Back to the present day....I was busy with various chores in the morning, even though I still felt very low on energy and at times a bit dizzy. We ate lunch outside and after lunch I sat for a while with my book outside. Woo came to join me and finished off her art homework. 

I am wondering if I will be able to keep up with blogging. I think I could still manage a weekly blog at the moment, but it would need to be less detailed. I need to think what the point is. It has kind of been both about recording this strange period in time, and also something quite therapeutic for me, I think it is also just a snapshot of what life is like now the kids are a bit older. I feel that the first and third points have been achieved, the main point of keeping it going would be the therapeutic side - but then is a blog really the place for that? It was nice to record something like our holiday too, I think I would definitely like to do that for other holidays.


Mark went out to frisbee practice in the late afternoon, I think he was very enthusiastic to get back to it.

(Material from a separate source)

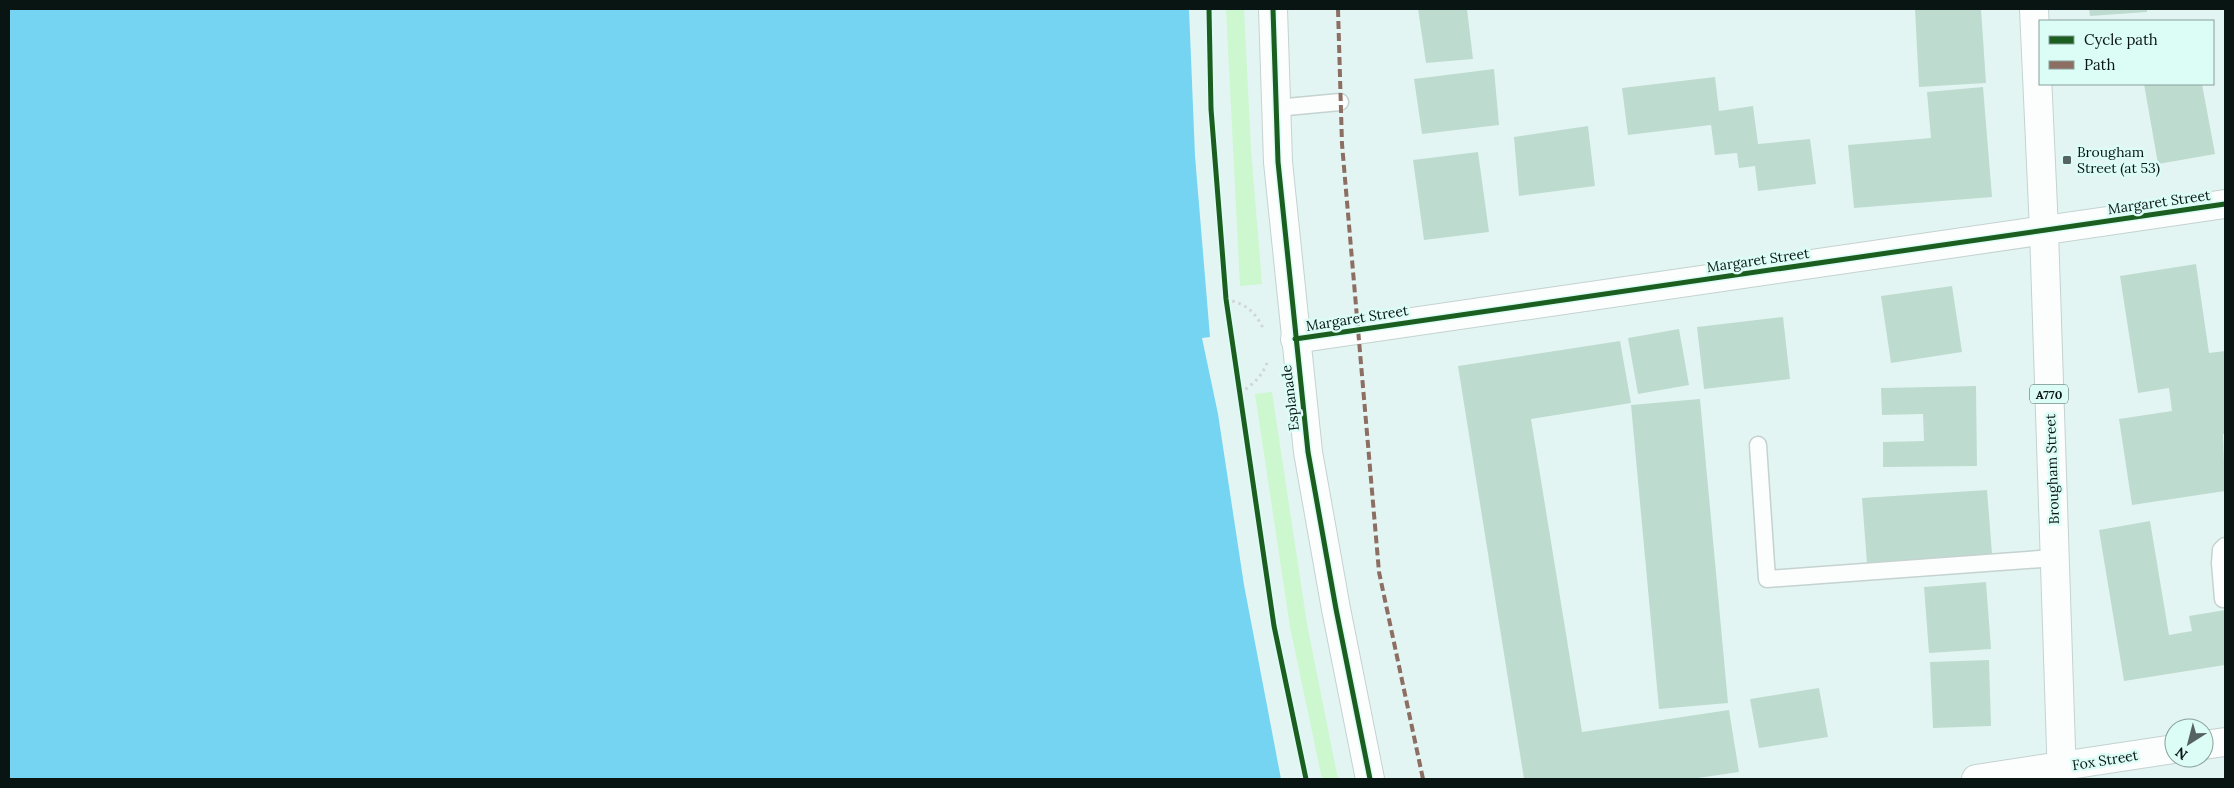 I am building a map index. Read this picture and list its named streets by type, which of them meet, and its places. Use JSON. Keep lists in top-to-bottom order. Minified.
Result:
{"streets":{"street":["Margaret Street","A770","Esplanade","Brougham Street","Fox Street"]},"crossings":[["Margaret Street","Esplanade"],["Margaret Street","Brougham Street"],["Brougham Street","Fox Street"]],"places":{"transit":["Brougham Street (at 53)"]},"legend":["Cycle path","Path"],"north":"bottom left"}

Who knows if it will last long as there is alot of talk of going back to more stringent lockdown and a second wave starting to happen. So he should take his opportunity while he can. The girls and I had tea together - well Woo and I did after Bunnykins stormed off. Storming off at meal times is getting to be a regular thing for Bunnykins. I will need to try and talk to her about it in calmer times. Later she came down and ate, I sat with her and tried to strike up conversation. Eventually a discussion about birthday cakes finally got her engaged. 


The evening was so still that after tea I went back out with a beer and my book. I could smell nearby there was a wood fire in someone's garden. It was very quiet, very little sound of people - there was a baby crying far off, Lee shouting at his dogs a moment and then the clock tower. I felt very pleased to have the pergola and to have such a lovely place to sit out.